Валентина Пашинина - Неизвестный Есенин
«Я видел Анатолия Луначарского, только что назначенного народным комиссаром просвещения, дошедшим до истерики и пославшим в партию отказ от какой-либо политической деятельности. Ленин с трудом отговорил его от этого решения». Так пишет Ю. Анненков.
Не прошла бесследно для Анатолия Васильевича и его инициатива с приглашением танцовщиц Айседоры и Ирмы Дункан. Ему приклеили еще один ярлык — «наша балерина». Кто удостоил его этим прозвищем? Послушаем «красных эмигрантов».
«О литературной пошлости Луначарского за рубежом была напечатана убийственная статья М.А. Алданова, разбирающая художественное (драматическое) творчество этого большевистского пошляка и пустозвона, кого сам Ленин называл «наша балерина», — пишет Роман Гуль.

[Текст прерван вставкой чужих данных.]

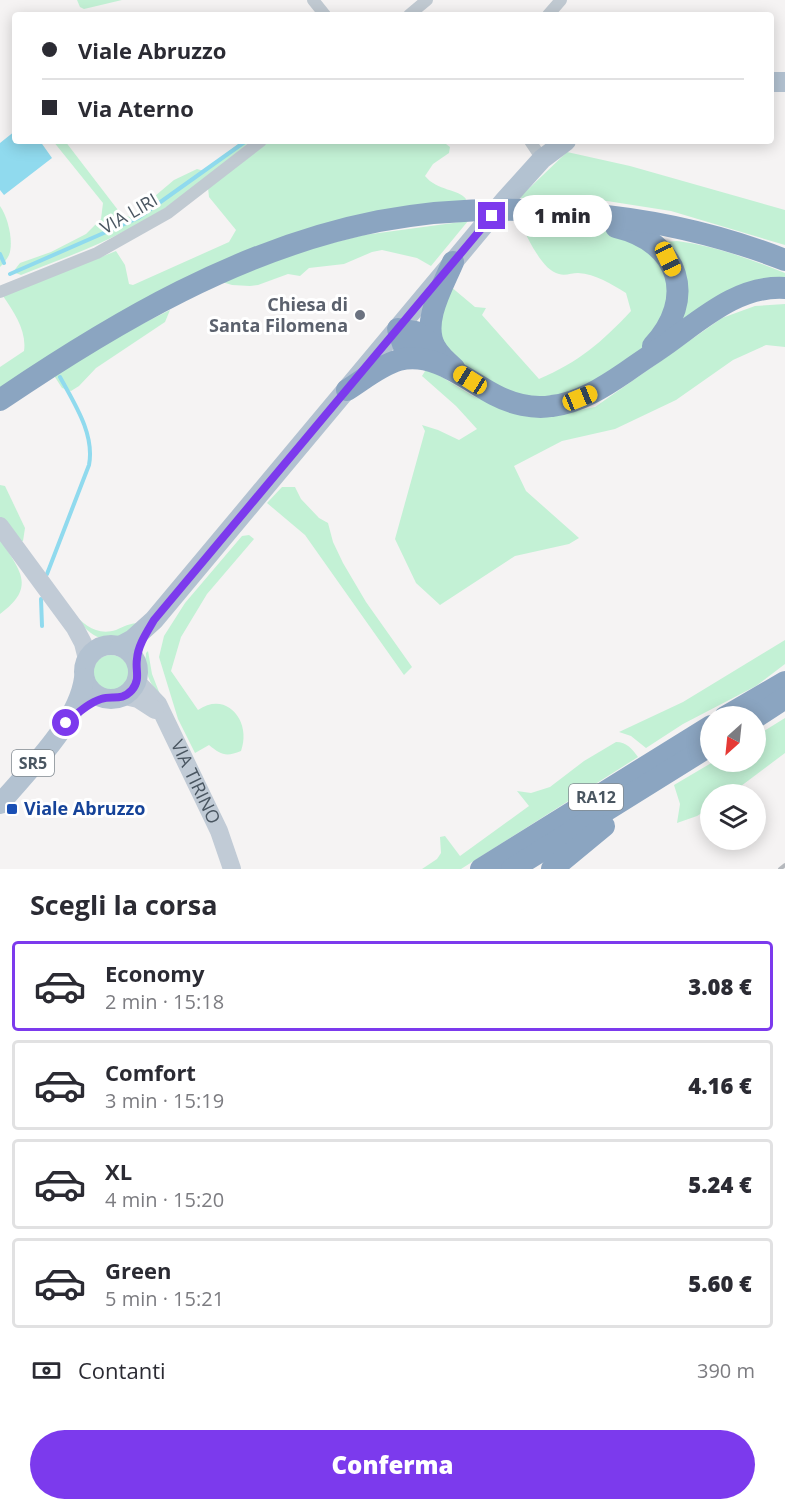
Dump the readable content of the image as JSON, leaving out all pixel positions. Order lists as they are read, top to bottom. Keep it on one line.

Марк Алданов в статье о драматургии Луначарского приводит примеры действительно вопиющей пошлости, явленные миру «культурнейшего из большевиков». В частности, созданные им образы короля Дагобера и его дочери — красавицы Бланки из пьесы «Королевский брадобрей». «Король, натурально, желает изнасиловать свою дочь.
— Чего бы другого можно было ждать от короля?» — иронизирует Алданов. У него, как и у всей эмиграции, не находилось для Луначарского добрых слов: «Этот человек, живое воплощение бездарности, в России просматривает, разрешает, запрещает произведения Канта, Спинозы, Льва Толстого».
Как известно, в неграмотной России до 1917 года в культурной жизни главенствовала не книга, а театр. Луначарский покровительствовал и всячески поддерживал все новшества и реформы театров Станиславского, Мейерхольда, Таирова. И это явление особенно поразило приехавшую в Россию А. Дункан. В Берлине на вопросы репортеров — работают ли в Москве театры? — Айседора ответила: «Каждый день до сорока спектаклей! Мой великий друг Станиславский, глава художественного театра, с аппетитом ест бобовую кашу вместе со всей семьей, но вы бы видели, что он творит на сцене!»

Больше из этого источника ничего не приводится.